Make rich chicken broth from a rotisserie chicken carcass by simmering the bones with aromatics for 1 to 6 hours on the stove, in an Instant Pot.
You just finished a rotisserie chicken, and the naked carcass sits on the cutting board. Most people toss it straight into the trash, not realizing that pile of bones, skin, and cartilage holds enough flavor for several quarts of homemade broth.
Making chicken broth from a rotisserie chicken is one of the simplest kitchen resets you can do. With a few basic aromatics, some water, and a little patience, you get a versatile base for soups, risottos, or sipping. This guide covers the tools, timing, and tricks to make it consistently good.
What You’ll Need to Get Started
The ingredient list is short. You need one rotisserie chicken carcass (or more if you’ve saved several), 12 to 16 cups of cold water, and aromatics like onion, carrots, celery, garlic, bay leaves, black peppercorns, and fresh herbs such as thyme or parsley.
Many recipes also add 1 to 2 tablespoons of apple cider vinegar. The mild acid helps extract minerals and gelatin from the bones, which gives the broth body and a silky texture.
No special equipment is required. A large stockpot or Dutch oven works for the stovetop method. An Instant Pot or slow cooker are great hands-off alternatives. You’ll also need a fine-mesh sieve or cheesecloth for straining and containers for storing the finished broth.
Why This Carcass Deserves a Second Life
A single rotisserie chicken costs about the same as a box of store-bought broth, but the carcass gives you double the value. Homemade broth has no added sodium or preservatives, and you control the flavor.

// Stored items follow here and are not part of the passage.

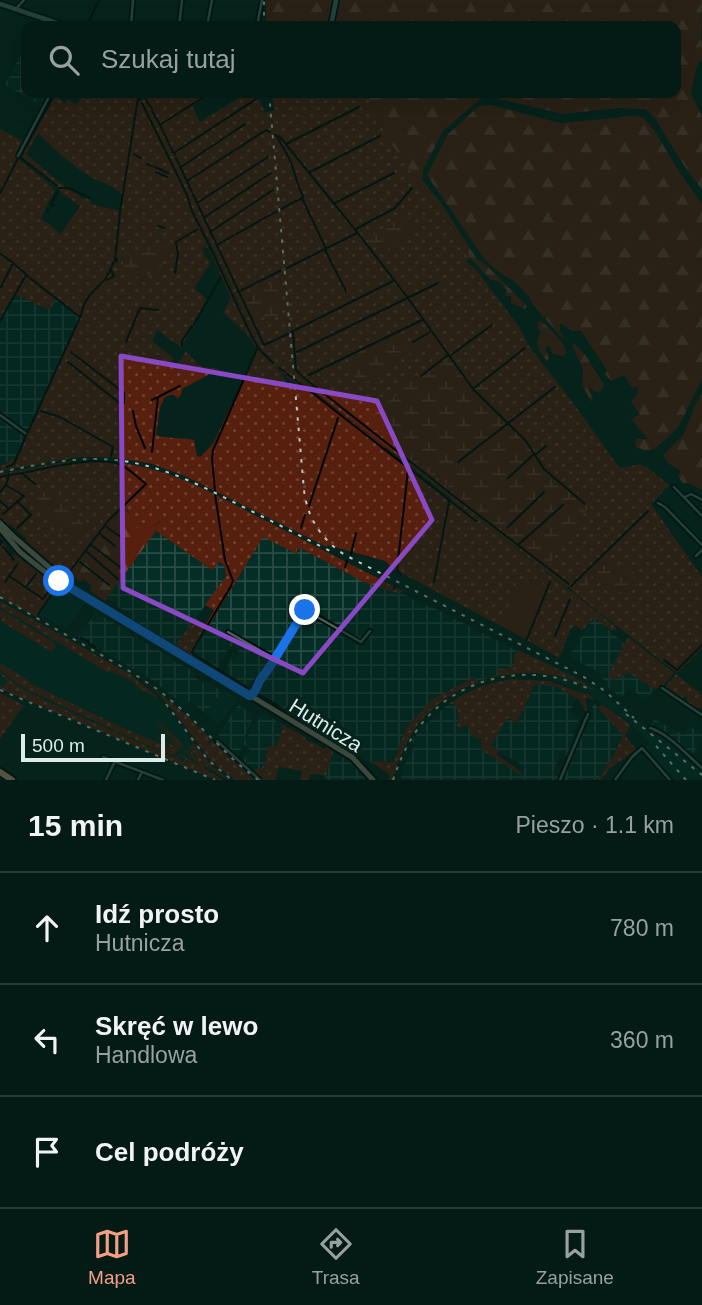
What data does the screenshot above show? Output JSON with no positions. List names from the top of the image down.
{
  "streets": {
    "main road": ["Hutnicza"]
  },
  "scale_bar": "500 m",
  "page": {
    "search": "Szukaj tutaj",
    "scale": "500 m",
    "heading": ["15 min", "Pieszo · 1.1 km"],
    "list": [
      ["Idź prosto", "Hutnicza", "780 m"],
      ["Skręć w lewo", "Handlowa", "360 m"],
      "Cel podróży"
    ],
    "nav": ["Mapa", "Trasa", "Zapisane"]
  }
}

- Cost-effective: You’ve already paid for the chicken — the broth is essentially free.
- Better flavor: Simmered bones, skin, and cartilage produce a richer, more complex taste than most commercial broths.
- No weird additives: Many store-bought broths contain sugar, yeast extract, or natural flavors. Homemade is just what you put in it.
- Gelatin-rich: Proper simmering extracts collagen from the bones, giving the broth a silky mouthfeel that thickens soups naturally.
Beyond the practical benefits, the process is almost meditative. Simmering a pot on the stove fills your kitchen with an inviting aroma and signals that something wholesome is underway.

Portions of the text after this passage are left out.